Sets the CUDA block size to (X, Y, Z) to configure the execution, meaning it sets number of threads participating in the execution and their layout. Using this operator, user can run the BLAS function in 1D, 2D or 3D block with different number of threads. Set block dimension can be accessed via BLAS::block_dim trait.

Adding BlockDim<X, Y, Z> to the description puts the following requirements on the execution of the BLAS function:

  • Kernel must be launched with 3D block dimensions dim3(X1, Y1, Z1) where X1 >= X, Y1 >= Y, and Z1 >= Z, also:

    • For 1D BlockDim<X> kernel must be launched with dim3(X1, Y1, Z1) where X1 >= X.

    • For 2D BlockDim<X, Y> kernel must be launched with dim3(X, Y1, Z1) where Y1 >= Y.

    • For 3D BlockDim<X, Y, Z> kernel must be launched with dim3(X, Y, Z1) where Z1 >= Z.

  • X * Y * Z threads must be participating in the execution.

  • The participating threads must be consecutive (adjacent) threads.

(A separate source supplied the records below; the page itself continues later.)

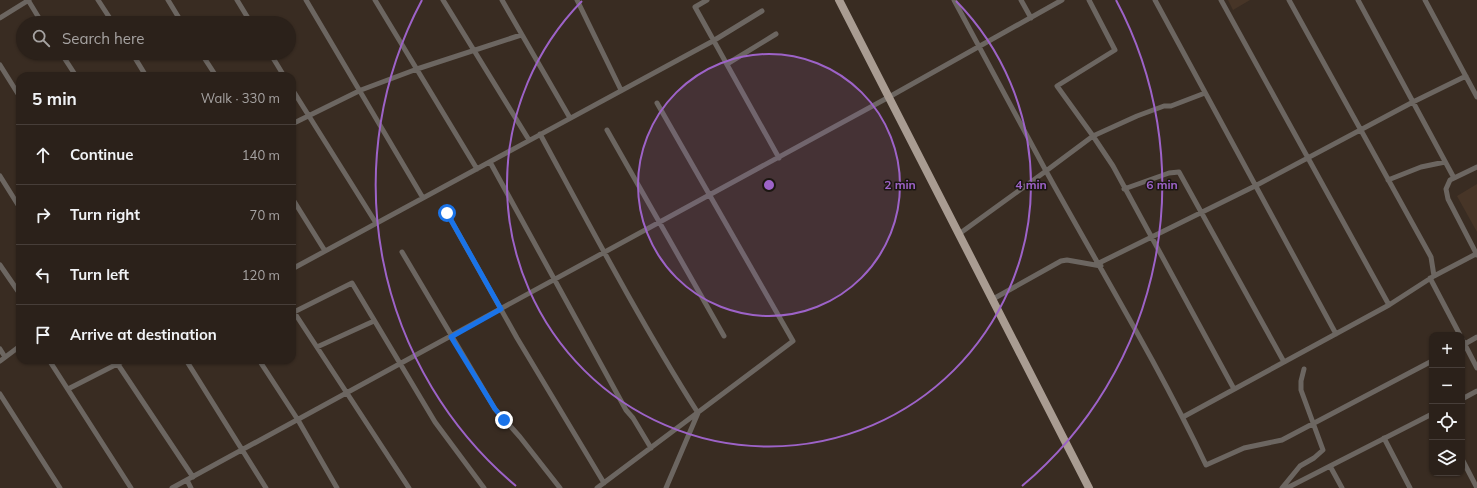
<!DOCTYPE html>
<meta charset="utf-8">
<style>
:root{--surface:#2b211a;--page:#372e27;--text:#f1f3f6;--muted:#a6a3a2;--line:#473e39}
body{margin:0;font-family:Mulish,sans-serif;background:var(--page);color:var(--text)}
.controls{position:absolute;right:12px;bottom:12px;display:grid;overflow:hidden;border-radius:8px;box-shadow:0 1px 3px #0004}
.controls button{width:36px;height:36px;display:grid;place-items:center;padding:0;border:0;border-bottom:1px solid var(--line);background:var(--surface);color:var(--text);font:20px sans-serif}
.stop{position:absolute;width:12px;height:12px;margin:-9px;border:3px solid #1a73e8;border-radius:50%;background:#fff}
.stop.end{background:#1a73e8;border-color:#fff;box-shadow:0 1px 4px #0008}
.list{margin:0;padding:0;list-style:none}
h2{display:flex;justify-content:space-between;align-items:center;height:52px;margin:0;padding:0 16px;font-size:17px}
h2 small{font-size:13px;font-weight:400;color:var(--muted)}
.list li{display:grid;grid-template-columns:26px 1fr auto;gap:12px;align-items:center;box-sizing:border-box;height:60px;padding:0 16px;border-top:1px solid var(--line)}
.list b{display:block;font-size:15px;white-space:nowrap}
.list em{font-size:13px;font-style:normal;color:var(--muted)}
.icon{flex:none;width:22px;height:22px;fill:none;stroke:currentColor;stroke-width:2;stroke-linecap:round;stroke-linejoin:round}
.map{position:relative;flex:none;width:1477px;height:488px;overflow:hidden}
.search{position:absolute;background:var(--surface);box-shadow:0 1px 3px #0004;left:16px;top:16px;width:280px;height:44px;display:flex;align-items:center;gap:10px;box-sizing:border-box;padding:0 14px;border-radius:22px;color:var(--muted);font-size:15px}
.panel{position:absolute;background:var(--surface);box-shadow:0 1px 3px #0004;left:16px;top:72px;width:280px;height:292px;border-radius:12px}
.map>svg:first-child{display:block}
.built{fill:#473527}
.lines{fill:none;stroke-linecap:round;stroke-linejoin:round}
.minor{stroke:#6c6661;stroke-width:5}
.primary{stroke:#a99c92;stroke-width:8}
.route{stroke:#1a73e8;stroke-width:5}
.ring{fill:none;stroke:#9d63c8;stroke-width:2}
.centre{fill:#9d63c8;stroke:#1b1611;stroke-width:2}
.ring-label{font-size:12px;text-anchor:middle;font-weight:bold;fill:#9d63c8;stroke:#1b1611;stroke-width:3;stroke-linejoin:round;paint-order:stroke}
</style>
<div class="map">
<svg width="1477" height="488" viewBox="0 0 1477 488">
<rect width="100%" height="100%" fill="#392c22"/>
<!-- built -->
<path class="built" d="M 1228,0 L 1250,0 L 1233,10 Z
M 1477,184 L 1477,232 L 1457,196 Z"/>
<g class="lines">
<!-- minor -->
<path class="minor" d="M 28,0 L 42,23
M 98,0 L 113,23
M 168,0 L 182,23
M 237,0 L 251,23
M 306,0 L 423,198
M 375,0 L 477,169
M 443,0 L 529,140
M 502,0 L 570,118
M 577,0 L 621,90
M 707,0 L 695,7 L 779,158
M 954,0 L 1046,171 L 959,234
M 1021,0 L 1031,18
M 1089,0 L 1115,50 L 1057,86 L 1093,136 L 1046,171 C 1100,269 1158,364 1206,465 L 1244,448 L 1282,440 L 1432,361
M 1155,0 L 1336,334
M 1221,0 L 1389,305
M 1289,0 L 1431,257 L 1434,276
M 1358,0 L 1454,178
M 1425,0 L 1477,97
M 0,18 L 29,0
M 61,53 L 76,76
M 132,53 L 146,76
M 201,53 L 216,76
M 270,53 L 284,76
M 727,64 L 776,34
M 0,65 L 20,97
M 292,89 L 376,223
M 1205,93 L 1171,106 L 1164,106 L 1137,116 L 1093,136 L 1113,166 L 1234,389
M 292,124 L 361,90 L 417,69 L 521,35
M 607,130 L 724,336
M 540,134 C 591,228 641,323 698,413 L 666,488
M 490,162 L 626,410 L 633,418 L 651,448
M 0,176 L 20,208
M 1388,180 L 1421,167 L 1445,162
M 1124,189 L 1169,173 L 1179,172 L 1284,362
M 292,198 L 325,251
M 447,213 L 517,338 L 604,483
M 402,252 L 495,409 L 520,437 L 560,488
M 1477,255 L 1448,199 L 1446,189 L 1450,180 L 1477,167
M 1099,263 L 1255,186 L 1413,102 L 1466,76
M 0,265 L 20,294
M 292,269 L 713,41 L 762,11
M 1430,278 L 1460,335
M 993,299 L 1061,261 L 1067,260 L 1101,266
M 292,309 L 409,488
M 294,312 L 352,283 L 435,422 L 484,488
M 1462,339 L 1477,368
M 1463,345 L 1477,337
M 317,347 L 374,321
M 0,349 L 5,357
M 49,360 L 131,488
M 115,360 L 193,477
M 186,360 L 266,488
M 259,360 L 298,420 L 337,488
M 0,361 L 20,346
M 68,389 L 125,360
M 0,394 L 60,488
M 1462,399 L 1477,391
M 1183,417 L 1389,305 L 1434,276 L 1476,254
M 1384,438 L 1410,488
M 1462,459 L 1477,488
M 1330,466 L 1342,488
M 187,480 L 191,488
M 172,488 L 889,97 L 1062,0
M 597,488 L 793,341 L 657,103
M 1282,488 L 1300,466 L 1314,458 L 1323,450 L 1301,390 L 1301,381 L 1304,369
M 1287,488 L 1432,414"/>
<!-- primary -->
<path class="primary" d="M 839,0 L 1089,488"/>
</g>
<g class="lines">
<!-- route -->
<path class="route" d="M 447,213 L 501,309 L 451,337 L 495,409 L 504,420"/>
</g>
<!-- distance rings -->
<circle cx="769" cy="185" r="131" fill="#9d63c8" fill-opacity=".12"/>
<g class="ring">
<circle cx="769" cy="185" r="131"/>
<path d="M956 1A262 262 0 1 1 582 1"/>
<path d="M516 486A393 393 0 0 1 422 0M1116 0A393 393 0 0 1 1022 486"/>
</g>
<circle cx="769" cy="185" r="6" class="centre"/>
<g class="ring-label">
<text x="900" y="189">2 min</text>
<text x="1031" y="189">4 min</text>
<text x="1162" y="189">6 min</text>
</g>
</svg>
<div class="controls">
<button>+</button>
<button>−</button>
<button><svg class="icon" aria-label="locate" viewBox="0 0 24 24"><circle cx="12" cy="12" r="6"/><path d="M12 2v4M12 18v4M2 12h4M18 12h4"/></svg></button>
<button><svg class="icon" aria-label="layers" viewBox="0 0 24 24"><path d="M12 4l9 5-9 5-9-5zM3 14l9 5 9-5"/></svg></button>
</div>
<div class="stop" style="left:447px;top:213px"></div>
<div class="stop end" style="left:504px;top:420px"></div>
<div class="search"><svg class="icon" aria-label="search" viewBox="0 0 24 24"><circle cx="10" cy="10" r="6"/><path d="M15 15l6 6"/></svg>Search here</div>
<section class="panel">
<h2>5 min<small>Walk · 330 m</small></h2>
<ul class="list">
<li><svg class="icon" aria-label="ahead" viewBox="0 0 24 24"><path d="M12 20V5M6 11l6-6 6 6"/></svg><div><b>Continue</b></div><em>140 m</em></li>
<li><svg class="icon" aria-label="right" viewBox="0 0 24 24"><path d="M7 20v-9h11M14 6l5 5-5 5"/></svg><div><b>Turn right</b></div><em>70 m</em></li>
<li><svg class="icon" aria-label="left" viewBox="0 0 24 24"><path d="M17 20v-9H6M10 6l-5 5 5 5"/></svg><div><b>Turn left</b></div><em>120 m</em></li>
<li><svg class="icon" aria-label="arrive" viewBox="0 0 24 24"><path d="M6 21V4h12l-3 4 3 4H6"/></svg><div><b>Arrive at destination</b></div></li>
</ul>
</section>
</div>
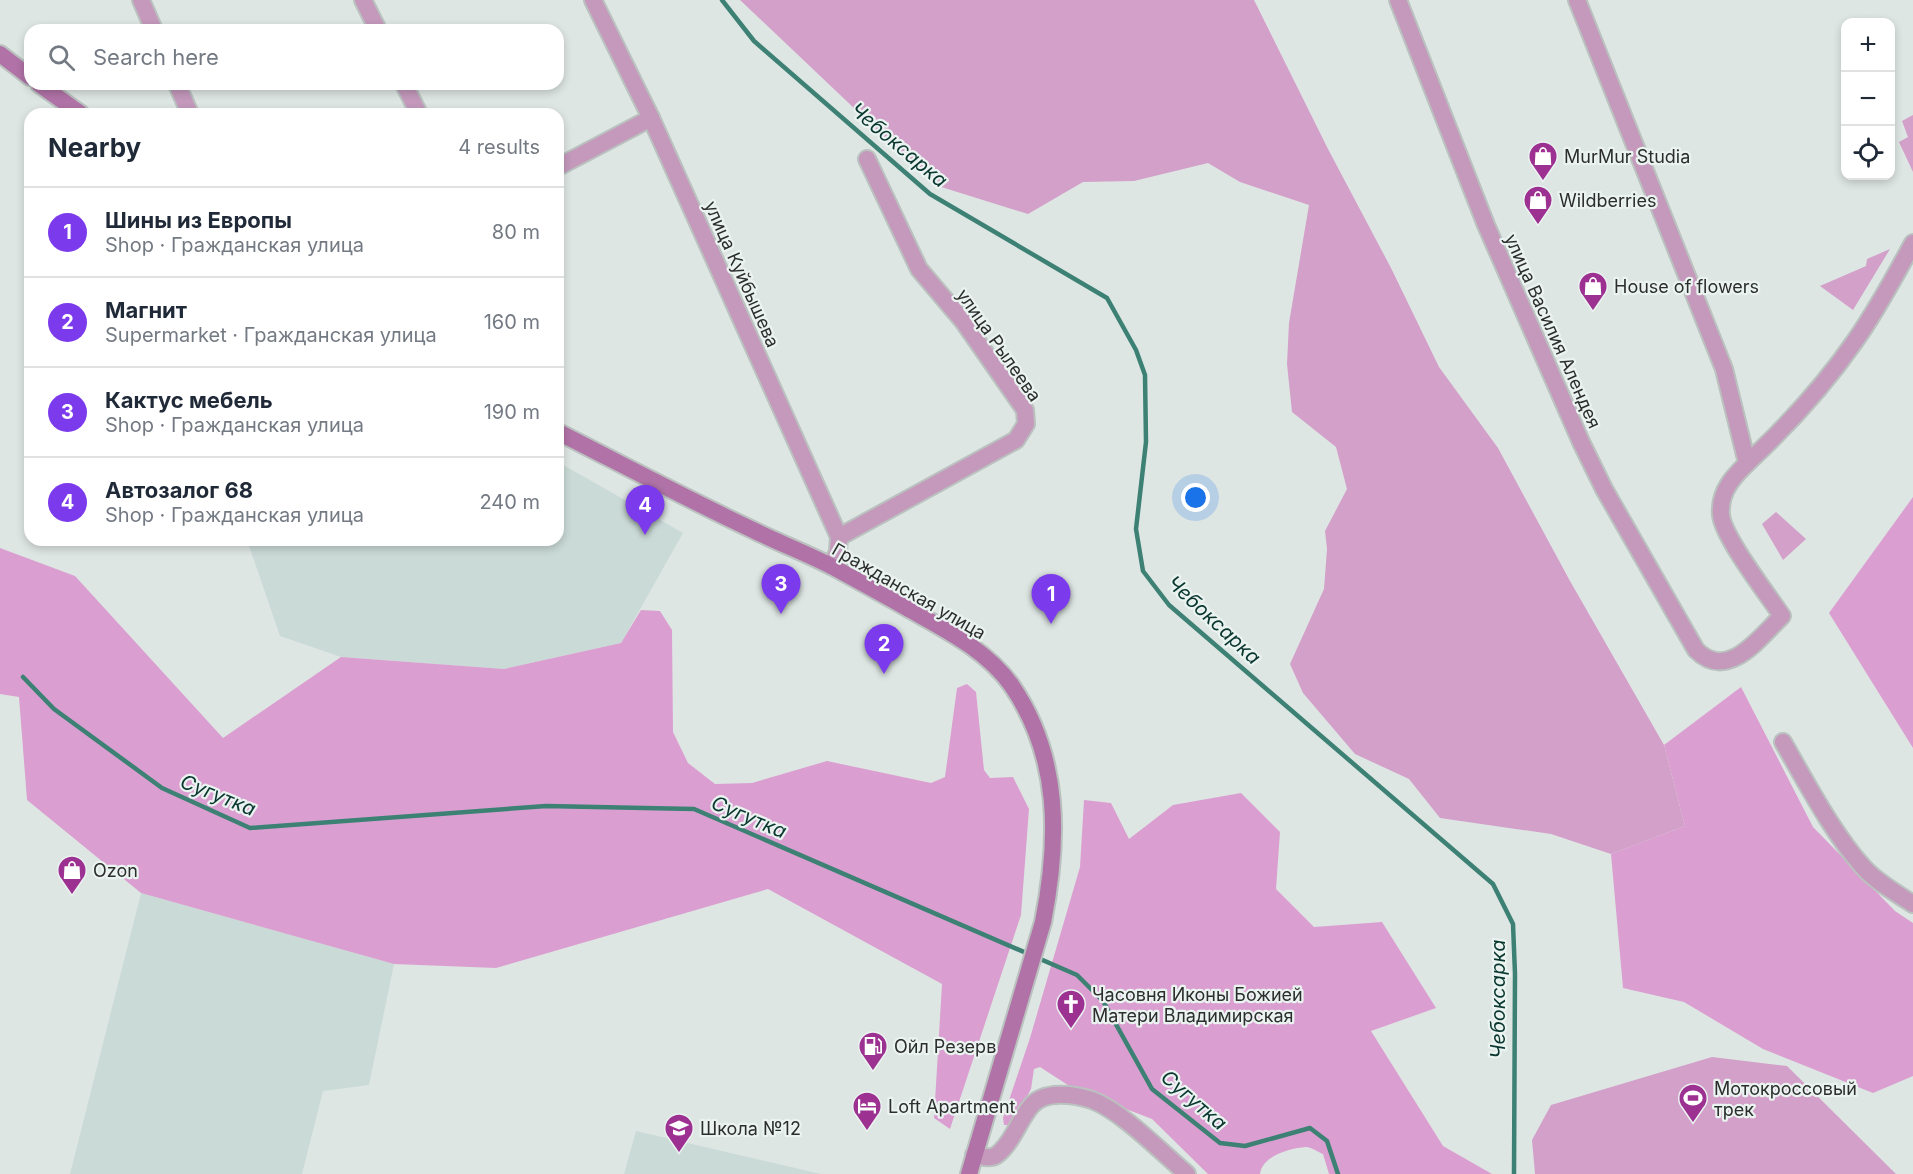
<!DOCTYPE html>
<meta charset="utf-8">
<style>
body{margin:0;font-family:Inter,sans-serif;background:#f6f6f7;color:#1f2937}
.controls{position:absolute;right:18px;top:18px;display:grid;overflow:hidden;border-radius:12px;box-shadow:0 3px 9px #0003}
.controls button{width:54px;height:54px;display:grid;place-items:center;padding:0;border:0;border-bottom:2px solid #e0e1e3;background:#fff;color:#1f2937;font:30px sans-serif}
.you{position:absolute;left:1196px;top:498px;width:21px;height:21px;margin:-15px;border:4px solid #fff;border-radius:50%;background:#1a73e8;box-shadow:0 0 0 9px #1a73e833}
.badge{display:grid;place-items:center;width:39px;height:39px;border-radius:50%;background:#7c3aed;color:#fff;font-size:20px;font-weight:700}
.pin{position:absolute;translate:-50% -50px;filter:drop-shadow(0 2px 3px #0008)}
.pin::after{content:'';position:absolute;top:32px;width:21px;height:18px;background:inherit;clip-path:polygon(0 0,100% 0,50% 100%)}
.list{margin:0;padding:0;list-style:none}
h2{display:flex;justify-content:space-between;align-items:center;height:78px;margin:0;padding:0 24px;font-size:26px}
h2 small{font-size:20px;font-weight:400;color:#747a83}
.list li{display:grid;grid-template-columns:39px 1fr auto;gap:18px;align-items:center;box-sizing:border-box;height:90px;padding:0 24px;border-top:2px solid #e0e1e3}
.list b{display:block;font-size:22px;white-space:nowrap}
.list p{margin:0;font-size:20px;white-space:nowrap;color:#747a83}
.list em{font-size:20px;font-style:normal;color:#747a83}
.icon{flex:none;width:33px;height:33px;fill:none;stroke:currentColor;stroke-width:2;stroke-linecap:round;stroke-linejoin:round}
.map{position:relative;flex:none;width:1913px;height:1174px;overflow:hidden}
.search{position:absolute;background:#fff;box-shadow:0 3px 9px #0003;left:24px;top:24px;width:540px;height:66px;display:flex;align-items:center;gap:15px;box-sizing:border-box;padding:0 21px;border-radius:18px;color:#747a83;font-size:22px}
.panel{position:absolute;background:#fff;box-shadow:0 3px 9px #0003;left:24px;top:108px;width:540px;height:438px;border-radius:18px}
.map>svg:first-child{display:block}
.built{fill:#cadad7}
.green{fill:#d2a0c9}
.forest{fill:#da9fd0}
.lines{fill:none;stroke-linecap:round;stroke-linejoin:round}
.stream{stroke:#3c8174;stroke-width:4.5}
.minor-casing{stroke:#bac1bf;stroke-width:20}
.secondary-casing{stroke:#bac1bf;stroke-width:20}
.minor{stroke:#c499bc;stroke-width:16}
.secondary{stroke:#b173a7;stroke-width:16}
.labels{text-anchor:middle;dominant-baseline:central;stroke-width:4.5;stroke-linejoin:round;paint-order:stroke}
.poi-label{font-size:18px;fill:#2b2e2d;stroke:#ebf3f1;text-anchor:start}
.street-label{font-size:18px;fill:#2b2e2d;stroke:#ebf3f1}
.water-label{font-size:20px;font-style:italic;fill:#09372f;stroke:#ebf3f1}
</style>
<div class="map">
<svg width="1913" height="1174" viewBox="0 0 1913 1174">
<rect width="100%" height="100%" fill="#dee6e4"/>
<g class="built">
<path d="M558,462l125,71 -62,110 -117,26 -163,-12 -61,-21 -33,-96h311z"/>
<path d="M141,893l253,71 -25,121 -46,6 -21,83h-232z"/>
<path d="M636,1131l185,43h-197z"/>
</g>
<g class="green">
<path d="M740,0h514l74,149 63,119 48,99 59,81 72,133 94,164 21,81 -74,28 -60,-20 -111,-16 -31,-39 -54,-25 -52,-61 -13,-29 34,-75 3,-40 -2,-18 22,-42 -11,-42 -44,-35 -5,-48 2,-41 20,-118 -69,-23 -32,-19 -74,18 -51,1 -55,32 -93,-29z"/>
<path d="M1913,115v57l-14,-30 9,-5 -6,-16z"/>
<path d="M1890,249l-37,61 -33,-24 46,-20 1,-7z"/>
<path d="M1776,512l30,27 -23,21 -21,-36z"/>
<path d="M1712,1057l75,9 109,108h-361l-3,-34 19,-35z"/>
</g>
<g class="forest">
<path d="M1913,497v251l-84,-135z"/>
<path d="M0,548l75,28 148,162 118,-81 163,12 117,-26 20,-33 19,1 12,19 1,102 15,31 27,21 37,-1 75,-22 104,22 14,-6 12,-89 10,-4 9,8 8,78 6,8 23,-1 16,32 -8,106 -71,214 -16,-11 8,-134 -174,-95 -272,79 -102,-4 -253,-71 -114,-93 -8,-103 -19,-3z"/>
<path d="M1741,687l72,140 82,84 18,12v153l-40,17 -110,-44 -79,-47 -61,-14 -12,-134 74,-28 -21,-81z"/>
<path d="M1241,793l39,39 -4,57 38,38 68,-5 54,86 -65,23 72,115 49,28h-163l-6,-20c-5,-2 -12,-7 -17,-7 -16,1 -44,9 -46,27h-52l-56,-55 -78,-30 -34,-22 -6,2 -3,20 -19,36h-8l-1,-7 27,-80 50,-171 4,-67 27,3 18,36 44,-34z"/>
</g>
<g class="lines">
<g class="stream">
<path d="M722,0l32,41 176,153 177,104 29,52 9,25 1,67 -10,87 7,42 26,34 324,279 20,40 2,50 -1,200"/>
<path d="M23,677l31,32 108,79 88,40 296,-22 148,3 383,166 26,26 49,88 68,54 25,3 65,-18 17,13 11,33"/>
</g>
<g class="minor-casing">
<g id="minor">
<path d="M141,0l13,30"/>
<path d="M363,0l15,30"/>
<path d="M593,0l58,118 188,419 -1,15 -7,14"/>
<path d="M1398,0l88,225 95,217 23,47 92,161c32,32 63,-12 86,-34 -14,-21 -59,-79 -61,-101 -3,-30 23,-48 42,-67 34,-33 65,-68 92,-107 22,-31 40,-65 58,-98"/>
<path d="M1577,0l147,369 23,94"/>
<path d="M177,84l13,30"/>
<path d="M404,84l15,30"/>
<path d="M558,167l93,-49"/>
<path d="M839,537l177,-97 10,-16 -1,-14 -62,-89 -44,-52 -52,-110"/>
<path d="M1783,742c23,40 50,92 81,126 14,15 32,25 49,36"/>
<path d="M974,1155c6,1 13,3 18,2 5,-1 8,-5 11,-8 12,-13 17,-30 28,-43 13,-16 43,-12 61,-6 31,12 69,52 95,74"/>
</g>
</g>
<g class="secondary-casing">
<g id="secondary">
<path d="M0,54l30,23"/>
<path d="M39,84l42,30"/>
<path d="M558,432c65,33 129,67 195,98 26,13 53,23 78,36 26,14 51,28 76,42 37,21 80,42 105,78 49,72 47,155 31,236l-74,252"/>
</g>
</g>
<use href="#minor" class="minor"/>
<use href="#secondary" class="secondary"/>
</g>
<defs>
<g id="shop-pin" transform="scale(1.5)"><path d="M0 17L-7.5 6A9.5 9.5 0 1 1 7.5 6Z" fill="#9d3191" stroke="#ebf3f1"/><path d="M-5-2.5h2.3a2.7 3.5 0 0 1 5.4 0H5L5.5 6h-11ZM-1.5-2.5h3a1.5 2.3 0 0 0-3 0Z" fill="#fff"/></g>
<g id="church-pin" transform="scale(1.5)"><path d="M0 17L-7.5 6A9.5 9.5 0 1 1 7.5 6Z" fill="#9d3191" stroke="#ebf3f1"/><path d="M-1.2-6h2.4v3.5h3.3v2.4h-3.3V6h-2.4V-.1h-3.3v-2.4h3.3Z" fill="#fff"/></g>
<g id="fuel-pin" transform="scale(1.5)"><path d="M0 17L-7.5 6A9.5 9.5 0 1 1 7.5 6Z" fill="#9d3191" stroke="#ebf3f1"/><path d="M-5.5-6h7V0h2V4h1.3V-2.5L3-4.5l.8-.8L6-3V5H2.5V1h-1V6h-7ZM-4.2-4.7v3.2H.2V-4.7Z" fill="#fff"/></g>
<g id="stadium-pin" transform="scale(1.5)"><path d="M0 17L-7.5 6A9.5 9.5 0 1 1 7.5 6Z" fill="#9d3191" stroke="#ebf3f1"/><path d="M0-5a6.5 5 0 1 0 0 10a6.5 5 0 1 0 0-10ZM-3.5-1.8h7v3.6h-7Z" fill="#fff"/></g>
<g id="hotel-pin" transform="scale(1.5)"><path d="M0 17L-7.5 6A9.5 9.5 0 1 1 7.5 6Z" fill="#9d3191" stroke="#ebf3f1"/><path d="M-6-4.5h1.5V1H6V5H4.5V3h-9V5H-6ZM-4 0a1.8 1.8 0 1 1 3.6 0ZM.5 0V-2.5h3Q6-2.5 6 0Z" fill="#fff"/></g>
<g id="school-pin" transform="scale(1.5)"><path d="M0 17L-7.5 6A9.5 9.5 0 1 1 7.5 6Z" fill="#9d3191" stroke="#ebf3f1"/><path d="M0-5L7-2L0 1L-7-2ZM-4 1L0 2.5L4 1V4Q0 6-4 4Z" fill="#fff"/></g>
</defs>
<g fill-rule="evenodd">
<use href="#shop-pin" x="1543" y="156"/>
<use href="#shop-pin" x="1538" y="200"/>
<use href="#shop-pin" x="1593" y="286"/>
<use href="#shop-pin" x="72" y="870"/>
<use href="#church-pin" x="1071" y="1004"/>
<use href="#fuel-pin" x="873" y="1046"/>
<use href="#stadium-pin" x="1693" y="1098"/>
<use href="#hotel-pin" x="867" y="1106"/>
<use href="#school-pin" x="679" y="1128"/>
</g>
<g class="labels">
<g class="poi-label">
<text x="1564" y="156">MurMur Studia</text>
<text x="1559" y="200">Wildberries</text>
<text x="1614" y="286">House of flowers</text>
<text x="93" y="870">Ozon</text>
<text x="1092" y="994">Часовня Иконы Божией<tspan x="1092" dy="21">Матери Владимирская</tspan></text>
<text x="894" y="1046">Ойл Резерв</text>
<text x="1714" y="1088">Мотокроссовый<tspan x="1714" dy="21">трек</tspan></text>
<text x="888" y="1106">Loft Apartment</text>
<text x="700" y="1128">Школа №12</text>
</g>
<g class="street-label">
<text transform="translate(742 274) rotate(66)">улица Куйбышева</text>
<text transform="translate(1553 331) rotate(66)">улица Василия Алендея</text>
<text transform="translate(999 345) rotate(55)">улица Рылеева</text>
<text transform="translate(909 591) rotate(30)">Гражданская улица</text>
</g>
<g class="water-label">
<text transform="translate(899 145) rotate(40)">Чебоксарка</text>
<text transform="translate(1214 620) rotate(43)">Чебоксарка</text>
<text transform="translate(218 795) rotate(22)">Сугутка</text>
<text transform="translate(749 817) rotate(23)">Сугутка</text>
<text transform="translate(1498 999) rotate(-90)">Чебоксарка</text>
<text transform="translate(1194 1100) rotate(41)">Сугутка</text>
</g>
</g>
</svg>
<div class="controls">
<button>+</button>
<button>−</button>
<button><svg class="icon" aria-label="locate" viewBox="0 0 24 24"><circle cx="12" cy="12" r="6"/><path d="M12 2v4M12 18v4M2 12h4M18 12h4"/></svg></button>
</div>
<div class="you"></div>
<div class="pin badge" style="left:1051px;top:624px">1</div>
<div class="pin badge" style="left:884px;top:674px">2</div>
<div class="pin badge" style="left:781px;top:614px">3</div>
<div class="pin badge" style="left:645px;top:535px">4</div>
<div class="search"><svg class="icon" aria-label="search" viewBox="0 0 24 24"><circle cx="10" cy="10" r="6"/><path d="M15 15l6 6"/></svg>Search here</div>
<section class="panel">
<h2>Nearby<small>4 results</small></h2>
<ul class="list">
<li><span class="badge">1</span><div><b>Шины из Европы</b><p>Shop · Гражданская улица</p></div><em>80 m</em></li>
<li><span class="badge">2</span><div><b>Магнит</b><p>Supermarket · Гражданская улица</p></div><em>160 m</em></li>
<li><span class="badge">3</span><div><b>Кактус мебель</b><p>Shop · Гражданская улица</p></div><em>190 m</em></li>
<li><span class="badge">4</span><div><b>Автозалог 68</b><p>Shop · Гражданская улица</p></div><em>240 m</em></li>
</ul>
</section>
</div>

The listed requirements may be lifted or loosened in the future releases of cuBLASDx.

Note

cuBLASDx can’t validate all kernel launch configuration at runtime and check that all requirements are met, thus it is user responsibility to adhere to the rules listed above. Violating those rules is considered undefined behavior and can lead to incorrect results and/or failures.

Examples

BlockDim<64>, kernel launched with block dimensions dim3(128, 1, 1) - OK
BlockDim<64>, kernel launched with block dimensions dim3(64, 4, 1) - OK
BlockDim<64>, kernel launched with block dimensions dim3(64, 2, 2) - OK
BlockDim<16, 16>, kernel launched with block dimensions dim3(16, 32, 1) - OK
BlockDim<16, 16>, kernel launched with block dimensions dim3(16, 16, 2) - OK
BlockDim<8, 8, 8>, kernel launched with block dimensions dim3(8, 8, 16) - OK

BlockDim<64>, kernel launched with block dimensions dim3(32, 1, 1) - INCORRECT
BlockDim<64>, kernel launched with block dimensions dim3(32, 2, 1) - INCORRECT
BlockDim<16, 16>, kernel launched with block dimensions dim3(256, 1, 1) - INCORRECT
BlockDim<8, 8, 8>, kernel launched with block dimensions dim3(512, 2, 1) - INCORRECT

The value of BlockDim can be accessed from BLAS description via BLAS::block_dim trait. When BlockDim is not set, the default block dimensions are used (the default value is BLAS::suggested_block_dim).

If the default block dimensions provided by cuBLASDx is smaller than the ones optimal for a kernel, it may still be optimal to try the default before increasing the number of threads contributing to the calculations.

Restrictions

  • X * Y * Z must be greater than or equal to 32.

Note

  • It’s recommended that X * Y * Z is 32, 64, 128, 256, 512, or 1024.

  • It’s recommended that X * Y * Z is a multiple of 32.